Fair Exchange?

Are you considering upgrading your Exchange Server to the newly released 2007 version? Are you worried about how your existing Outlook/Exchange-based solutions will cope with the change and their long-term future? You should be.

Fair Exchange?

The vast majority of end users, those who use Outlook to connect to Exchange Server, will hardly notice any difference. Yes, ES2007 runs faster and more efficiently than previous versions, and most of this is because the code has been streamlined and ES2007 is a native 64-bit application that runs on Windows Server 2003 64-bit only. Apart from the speed increase, the only improvement most users will see is a new Out of Office Assistant that allows them to set separate “Out of Office” messages for use inside and outside their organisation. This means Fred from Accounts will be told you’re on holiday until Thursday, but Mrs Big Client can be told her mail has been passed to your assistant who’s dealing with it in your absence.

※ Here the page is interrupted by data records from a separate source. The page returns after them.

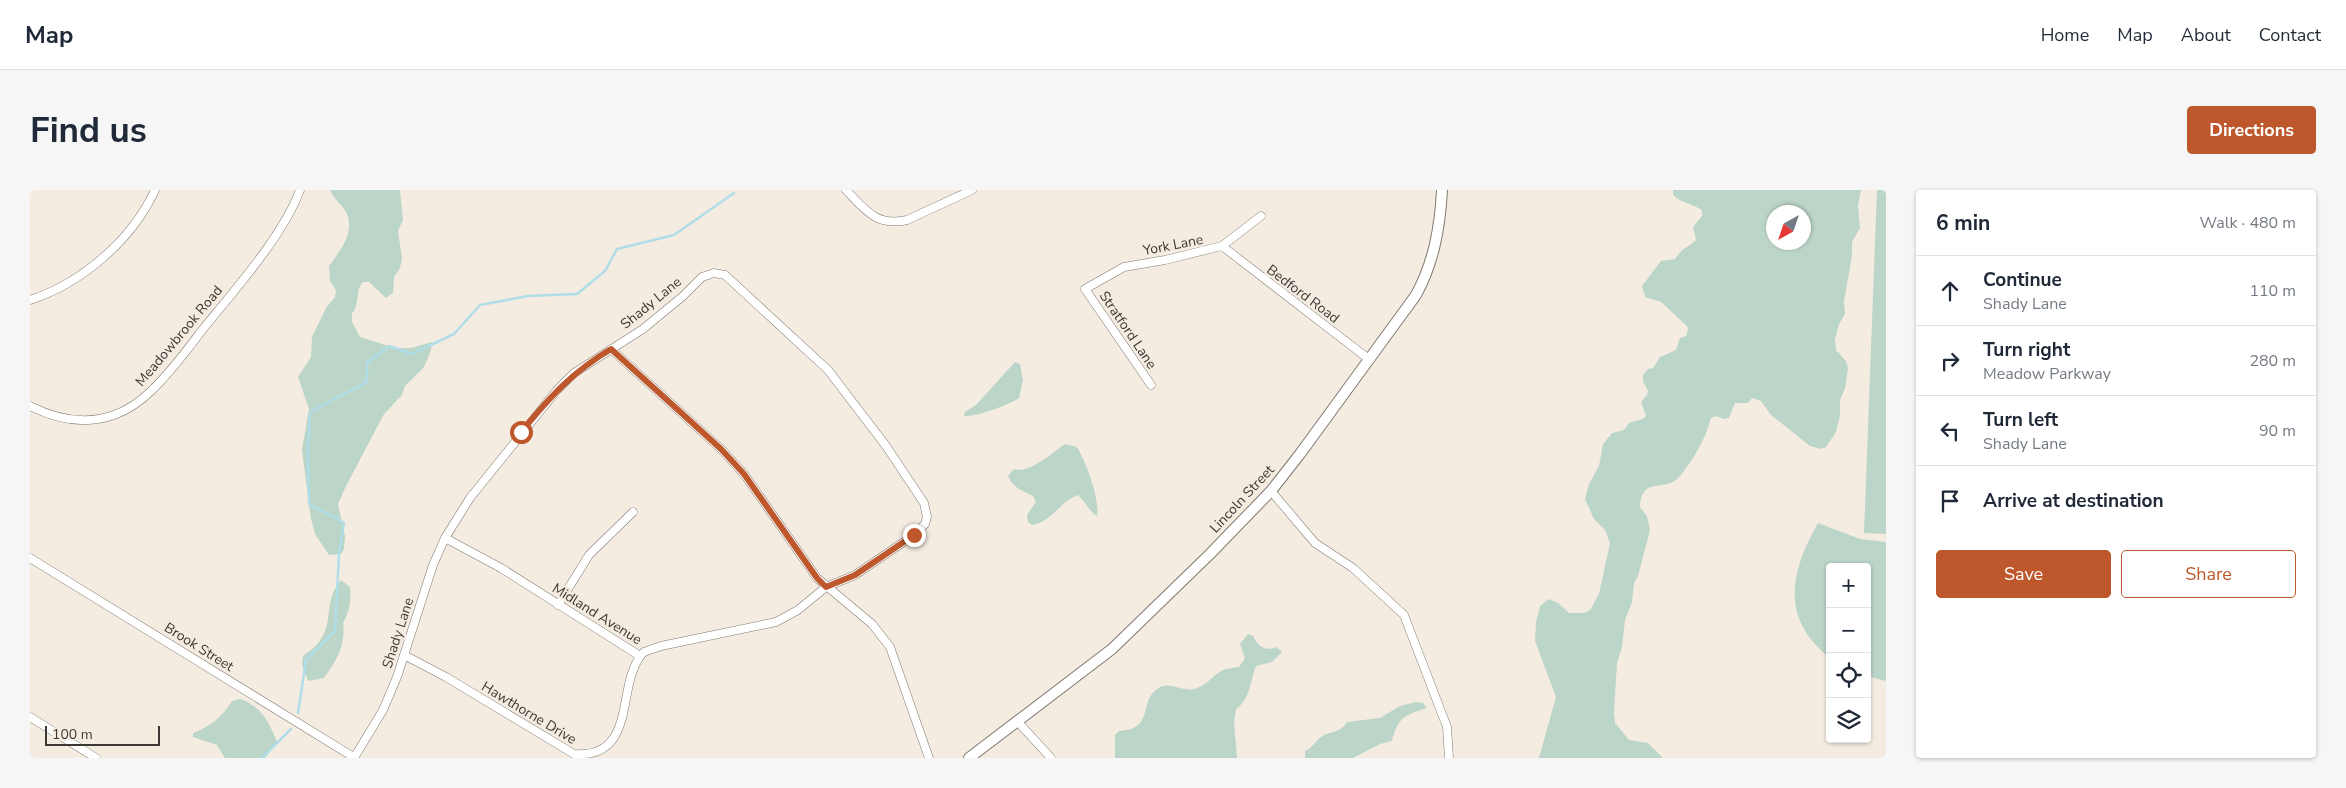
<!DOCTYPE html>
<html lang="en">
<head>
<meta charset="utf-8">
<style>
	body { margin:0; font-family:"Nunito Sans",sans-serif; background:#f6f6f7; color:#1f2937 }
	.controls { position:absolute; right:15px; bottom:15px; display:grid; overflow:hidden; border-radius:5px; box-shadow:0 1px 4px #0004 }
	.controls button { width:45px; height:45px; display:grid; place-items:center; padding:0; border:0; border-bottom:1px solid #e0e1e3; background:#fff; color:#1f2937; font:25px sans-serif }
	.compass { position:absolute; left:1736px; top:15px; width:45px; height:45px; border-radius:50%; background:#fff; box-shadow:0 1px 4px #0004; rotate:220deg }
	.scale { position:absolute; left:15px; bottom:12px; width:115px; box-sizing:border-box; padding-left:5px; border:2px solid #3c3834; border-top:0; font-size:14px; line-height:18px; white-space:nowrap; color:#3c3834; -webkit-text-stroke:4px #f4ece1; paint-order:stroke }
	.stop { position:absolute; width:15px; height:15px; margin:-11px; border:4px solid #be582c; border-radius:50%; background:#fff }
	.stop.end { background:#be582c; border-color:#fff; box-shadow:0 1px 5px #0008 }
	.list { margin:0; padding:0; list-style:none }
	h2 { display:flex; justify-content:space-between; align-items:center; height:65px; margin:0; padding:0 20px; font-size:21px }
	h2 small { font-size:16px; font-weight:400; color:#747a83 }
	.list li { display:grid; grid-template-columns:32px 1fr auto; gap:15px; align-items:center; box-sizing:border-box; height:70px; padding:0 20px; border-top:1px solid #e0e1e3 }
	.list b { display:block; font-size:19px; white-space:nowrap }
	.list p { margin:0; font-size:16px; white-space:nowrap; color:#747a83 }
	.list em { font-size:16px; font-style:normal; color:#747a83 }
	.actions { display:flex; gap:10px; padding:15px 20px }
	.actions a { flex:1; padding:11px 0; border:1px solid #be582c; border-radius:5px; text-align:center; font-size:18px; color:#be582c }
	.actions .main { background:#be582c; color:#fff }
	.icon { flex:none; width:28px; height:28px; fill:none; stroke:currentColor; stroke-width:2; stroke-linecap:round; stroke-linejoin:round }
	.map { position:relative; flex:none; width:1856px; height:568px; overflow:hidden; border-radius:5px }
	header { display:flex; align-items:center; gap:30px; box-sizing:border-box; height:70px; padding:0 25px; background:#fff; border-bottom:1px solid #e0e1e3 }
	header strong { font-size:24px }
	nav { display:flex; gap:28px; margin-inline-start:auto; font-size:18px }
	.intro { display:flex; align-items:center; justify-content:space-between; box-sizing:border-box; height:120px; padding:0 30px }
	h1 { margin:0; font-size:35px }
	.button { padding:12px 22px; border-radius:5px; background:#be582c; color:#fff; font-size:18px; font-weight:700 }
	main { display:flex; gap:30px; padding:0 30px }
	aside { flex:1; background:#fff; border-radius:5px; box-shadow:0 1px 4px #0004 }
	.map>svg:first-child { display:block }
	.green { fill:#bbd5c8; fill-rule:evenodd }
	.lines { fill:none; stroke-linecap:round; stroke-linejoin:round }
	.stream { stroke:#b0dde7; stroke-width:2.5 }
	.street-casing { stroke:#80796f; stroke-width:9 }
	.secondary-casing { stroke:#80796f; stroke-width:12 }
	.street { stroke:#fff; stroke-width:8 }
	.secondary { stroke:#fff; stroke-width:10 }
	.route { stroke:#be582c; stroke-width:6 }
	.labels { text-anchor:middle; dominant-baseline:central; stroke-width:5; stroke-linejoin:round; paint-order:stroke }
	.street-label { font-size:14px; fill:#3c3834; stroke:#f4ece1 }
</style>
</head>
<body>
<header>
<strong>Map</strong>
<nav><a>Home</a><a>Map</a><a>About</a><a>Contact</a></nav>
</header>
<div class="intro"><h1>Find us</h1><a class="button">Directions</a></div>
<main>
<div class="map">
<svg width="1856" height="568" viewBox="0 0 1856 568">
	<rect width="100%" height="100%" fill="#f4ece1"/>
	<g class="green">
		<path d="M300 0H370L373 30 368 41 372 68 370 78 364 87 363 103 356 108 339 92H333C325 100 330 115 322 123V132L330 147 365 158H381L402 152 401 160 394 177 375 196 372 205 354 224 316 296 308 314 315 346 314 359 311 364 299 365 285 344 281 329 272 260 279 219 268 187 281 167 282 147 296 118 305 107 306 100 300 91 299 76C310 61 326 42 316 22 312 14 303 9 300 0Z"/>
		<path d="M1643 0H1831L1828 15 1830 38 1822 52V66L1814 111 1815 124 1809 134 1805 150 1806 160 1816 171 1818 178 1815 198 1810 210V226L1806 242 1796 257 1791 259 1780 256 1741 225 1731 211 1722 208 1718 213H1705L1699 228 1694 229 1686 226 1681 228C1676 248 1663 271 1649 287 1635 303 1612 285 1610 317L1617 326 1620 340 1608 386 1604 393 1602 412 1595 430 1592 457 1587 473 1584 522 1585 533 1599 550 1618 553 1633 568H1509L1526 507 1505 451 1506 432 1510 416 1519 409 1528 413 1539 423H1555L1560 420 1569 404 1580 353 1575 340 1564 329 1555 309 1559 294 1569 276 1573 254 1582 243 1594 240 1599 233 1613 229 1616 226 1611 212 1617 205 1618 200 1613 192V185L1618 179 1623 178 1630 167 1646 160 1650 148 1656 146 1658 140 1657 136 1631 112 1615 107 1612 96 1631 71 1645 69C1654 56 1656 59 1666 50L1663 37 1672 26V20C1661 13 1653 14 1643 5ZM1744 22H1774V52H1744Z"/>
		<polygon points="1847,0 1856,0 1856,344 1834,343"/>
		<path d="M985 172 990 174 993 190 989 208C979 215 945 227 934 226L935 222 946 215Z"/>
		<path d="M1035 254 1047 257C1056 272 1070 309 1067 326 1058 320 1056 312 1048 305 1030 311 1022 332 1002 335L998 332 997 325 1006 312 1003 306C993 301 983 298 978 286L984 279C1000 284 1023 262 1035 254Z"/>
		<path d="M1788 333 1830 349 1856 352V491L1837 486V377H1800V468C1750 428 1760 383 1788 333Z"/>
		<path d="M311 390 320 397C321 410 320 421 313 433 316 455 307 470 294 488L278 491 272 475 273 466C312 441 288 418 311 390Z"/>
		<path d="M1218 444 1223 446C1228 456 1235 462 1246 457L1252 462 1242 472 1226 476C1220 491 1220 510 1206 519L1204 532 1207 568H1085V545L1089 541C1125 539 1108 513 1127 499 1139 490 1151 502 1164 499 1175 497 1183 485 1193 480 1198 478 1204 478 1209 477L1215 468 1210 454Z"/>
		<path d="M210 509C231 516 239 532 247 552L235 568H195L187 555 163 547V543C180 537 193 526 202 511Z"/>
		<path d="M1386 512 1393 513 1397 518C1375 525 1368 527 1362 551L1350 554 1323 568H1275V561C1283 557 1284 553 1290 548 1299 540 1307 546 1317 532L1350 528 1370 516Z"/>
	</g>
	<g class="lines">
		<g class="stream">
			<polyline points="268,523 276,470 305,441 309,364 314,333 279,314 278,263 280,222 337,192 337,173 359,156 382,164 424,144 450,115 498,106 547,104 575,81 587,59 644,45 704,3"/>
			<polyline points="232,568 261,539"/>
		</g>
		<defs>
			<g id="street">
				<path d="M816 0C835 20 847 37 877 30L942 0"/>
				<polyline points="1192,56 1340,170"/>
				<path d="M0 110C52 93 102 50 125 0"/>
				<polyline points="581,159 691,259 714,284 787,388 842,434 860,457 899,568"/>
				<polyline points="1121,195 1055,99 1094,77 1135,70 1192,56 1231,26"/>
				<path d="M0 216C26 229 56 235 84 225 98 220 112 210 122 200 141 182 157 160 173 139 204 101 253 46 270 0"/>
				<polyline points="1241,301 1285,353 1323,378 1374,425 1417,537 1419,568"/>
				<polyline points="0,368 325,568"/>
				<polyline points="528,415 559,365 603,322"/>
				<path d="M374 465 416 487 544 564C598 568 591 515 602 483 604 477 607 471 610 466"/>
				<polyline points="0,527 66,568"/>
				<polyline points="988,532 1021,568"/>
				<polyline points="324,568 353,520 367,487 403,375 415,348 440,308 527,200 544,183 613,139 653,106 672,87 684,83 695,85 798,180 856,256 894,313 897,327 895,334 884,345 825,385 796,397 768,420 746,432 631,456 614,462 610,466 471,378 415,348"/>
			</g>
			<path id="secondary" d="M939 568 1082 459 1180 364 1241 301 1270 264 1386 105C1404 72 1410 37 1412 0"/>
		</defs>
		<use href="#street" class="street-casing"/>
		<use href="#secondary" class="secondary-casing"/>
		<use href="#street" class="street"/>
		<use href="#secondary" class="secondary"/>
	</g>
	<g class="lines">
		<path class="route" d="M491 242C520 207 541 183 581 159L691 259 714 284 787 388 796 397 825 385 884 345"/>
	</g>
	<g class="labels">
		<g class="street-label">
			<text transform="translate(1143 55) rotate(-11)">York Lane</text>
			<text transform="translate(1273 104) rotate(37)">Bedford Road</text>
			<text transform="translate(621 113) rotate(-39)">Shady Lane</text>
			<text transform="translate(1098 140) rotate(56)">Stratford Lane</text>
			<text transform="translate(149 146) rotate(-50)">Meadowbrook Road</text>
			<text transform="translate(1212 309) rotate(-47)">Lincoln Street</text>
			<text transform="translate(567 424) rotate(32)">Midland Avenue</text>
			<text transform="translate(368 443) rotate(-72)">Shady Lane</text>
			<text transform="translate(169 457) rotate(32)">Brook Street</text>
			<text transform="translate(499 523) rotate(31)">Hawthorne Drive</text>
		</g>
	</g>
</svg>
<div class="controls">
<button>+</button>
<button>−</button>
<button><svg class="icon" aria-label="locate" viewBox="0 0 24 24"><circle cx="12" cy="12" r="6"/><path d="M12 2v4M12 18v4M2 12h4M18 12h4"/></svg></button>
<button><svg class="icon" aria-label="layers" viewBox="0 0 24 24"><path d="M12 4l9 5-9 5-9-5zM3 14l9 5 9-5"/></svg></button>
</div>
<svg class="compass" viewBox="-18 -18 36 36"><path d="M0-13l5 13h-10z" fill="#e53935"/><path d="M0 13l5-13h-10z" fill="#747a83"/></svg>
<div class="scale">100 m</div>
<div class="stop" style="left:491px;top:242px"></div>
<div class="stop end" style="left:884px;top:345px"></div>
</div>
<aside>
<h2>6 min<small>Walk · 480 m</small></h2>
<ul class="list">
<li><svg class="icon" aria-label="ahead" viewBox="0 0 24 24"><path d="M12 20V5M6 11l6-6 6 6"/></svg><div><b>Continue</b><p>Shady Lane</p></div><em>110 m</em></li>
<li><svg class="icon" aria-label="right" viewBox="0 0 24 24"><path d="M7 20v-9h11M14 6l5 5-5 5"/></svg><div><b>Turn right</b><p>Meadow Parkway</p></div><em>280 m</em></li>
<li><svg class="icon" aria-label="left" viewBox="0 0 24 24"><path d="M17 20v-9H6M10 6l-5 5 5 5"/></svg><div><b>Turn left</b><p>Shady Lane</p></div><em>90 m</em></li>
<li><svg class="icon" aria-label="arrive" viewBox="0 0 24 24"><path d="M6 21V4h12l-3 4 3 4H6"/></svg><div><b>Arrive at destination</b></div></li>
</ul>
<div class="actions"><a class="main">Save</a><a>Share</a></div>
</aside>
</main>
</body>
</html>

People in your organisation who use Outlook Web Access (OWA) will notice that the 2007 version looks slicker, and more closely corresponds to the look and feel of Outlook 2007 itself, although it doesn’t use the Ribbon user interface for creating or viewing items. They will, however, start to see some of the new restrictions too, because OWA2007 has no access to public folders. Microsoft says that public folders are “deemphasised” under ES2007, which means that they’re supported but “may not be in future versions of Exchange”. How “de-emphasised” differs from “deprecated” – the usual word for a feature that’s about to be pulled – is anyone’s guess. It sounds like it might be less severe, a mere step along the way from “fully supported” to “deprecated”, but it may actually end up being more severe than “deprecated” and much closer to “defunct”.

Public folders are useful in many different ways: they can be central stores for mail sent to generic addresses such as sales@mycompany.com; they can hold contact details for customers, so that everyone is working from the same details; they can store snag lists for projects or threaded conversations about those projects. Any public folder can hold any mixture of the standard item types, but you can also customise the forms by adding, moving or deleting fields and adding extra intelligence by writing some code (albeit in VBScript). Combine this central data store concept with the built-in replication and offline abilities of Outlook and Exchange, and you get a compelling platform around which many people have built sophisticated systems – in fact, we at PC Pro use it to send in the copy for this section of the magazine.

Now, while Microsoft says public folders will be “fully supported” in ES2007 for ten years, that means supported only so far as ES2007 supports them, which isn’t very far. There are no longer any management tools for public folders in ES2007 – if a system administrator wants to do anything with them, they’ll have to use the PowerShell scripting language (aka Monad). There’s no point-and-click and no easy way to set permissions and cascade them down the folder hierarchy. You can no longer see public folders via OWA or through IMAP, and that rules out using them from a Pocket PC or smartphone device, or from the Entourage client on a Mac. The Organisational Forms Library has completely gone, so any custom forms you’ve built will have to be stored in the individual folders, and that might require multiple definitions if you use the same form in several different folders.